Jennifer Timm
Biography
Jennifer Timm is a structure biologist/biophysicist fascinated by all things protein, always looking for the detailed mechanisms behind nature’s machines. Her scientific career led her to projects involved in drug discovery, drug resistance, histone deposition and metalloproteins.

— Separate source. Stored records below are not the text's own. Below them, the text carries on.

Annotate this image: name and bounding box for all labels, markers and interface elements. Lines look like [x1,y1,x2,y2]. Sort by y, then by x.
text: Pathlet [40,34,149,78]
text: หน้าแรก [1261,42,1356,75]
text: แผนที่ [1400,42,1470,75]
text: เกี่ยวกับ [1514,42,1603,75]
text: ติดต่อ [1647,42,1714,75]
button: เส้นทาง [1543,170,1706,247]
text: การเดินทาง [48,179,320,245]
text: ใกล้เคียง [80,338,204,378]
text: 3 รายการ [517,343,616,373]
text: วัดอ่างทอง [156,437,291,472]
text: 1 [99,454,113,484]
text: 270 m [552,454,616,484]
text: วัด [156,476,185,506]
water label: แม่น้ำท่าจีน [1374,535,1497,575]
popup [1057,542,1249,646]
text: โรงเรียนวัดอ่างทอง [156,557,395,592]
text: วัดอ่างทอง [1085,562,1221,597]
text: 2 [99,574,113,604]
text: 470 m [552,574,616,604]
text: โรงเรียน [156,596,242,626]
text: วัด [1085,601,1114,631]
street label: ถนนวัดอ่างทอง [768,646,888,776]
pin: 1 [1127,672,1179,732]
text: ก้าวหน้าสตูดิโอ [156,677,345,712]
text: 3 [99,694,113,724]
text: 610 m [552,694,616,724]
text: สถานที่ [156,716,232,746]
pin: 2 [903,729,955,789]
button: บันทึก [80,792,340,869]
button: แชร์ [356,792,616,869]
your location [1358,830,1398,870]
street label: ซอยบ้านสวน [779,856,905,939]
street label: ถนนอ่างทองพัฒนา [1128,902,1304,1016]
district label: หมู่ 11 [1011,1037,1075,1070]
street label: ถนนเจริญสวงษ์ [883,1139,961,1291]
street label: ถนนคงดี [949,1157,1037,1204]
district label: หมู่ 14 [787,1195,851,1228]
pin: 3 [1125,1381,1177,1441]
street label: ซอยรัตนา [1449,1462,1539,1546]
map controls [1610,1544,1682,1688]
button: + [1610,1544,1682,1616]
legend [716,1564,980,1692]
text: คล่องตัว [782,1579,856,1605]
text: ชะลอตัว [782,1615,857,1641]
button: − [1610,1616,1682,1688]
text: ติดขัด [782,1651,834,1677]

Hooked by the complex mechanisms seen in metalloproteins, she now investigates how at the very origin of life on Earth small peptides started to coordinate metal clusters and catalyze complex chemical reactions nowadays carried out by very complex and big protein machineries.
Research Interests
Evolution of small peptide-metal complexes capable of catalyzing essential metabolic reactions nowadays carried out by complex proteins.
Education
BSc, University of Konstanz, 2008, PhD, University of York, 2014, Postdoctoral Researcher, Commissariat à l’Energie Atomique et aux Energies Alternatives (CEA), 2015, Postdoctoral Fellow, European Molecular Biology Laboratory, 2016-2017, Postdoctoral Associate, University of Massachusetts Medical School, 2018-2019
Selected Publications
Design of a Minimal di-Nickel Hydrogenase Peptide, Revealing the Structural Plasticity of SARS-CoV-2 nsp7 and nsp8 Using Structural Proteomics., Molecular and Structural Mechanism of Pan-Genotypic HCV NS3/4A Protease Inhibition by Glecaprevir., The CO dehydrogenase accessory protein CooT is a novel nickel-binding protein.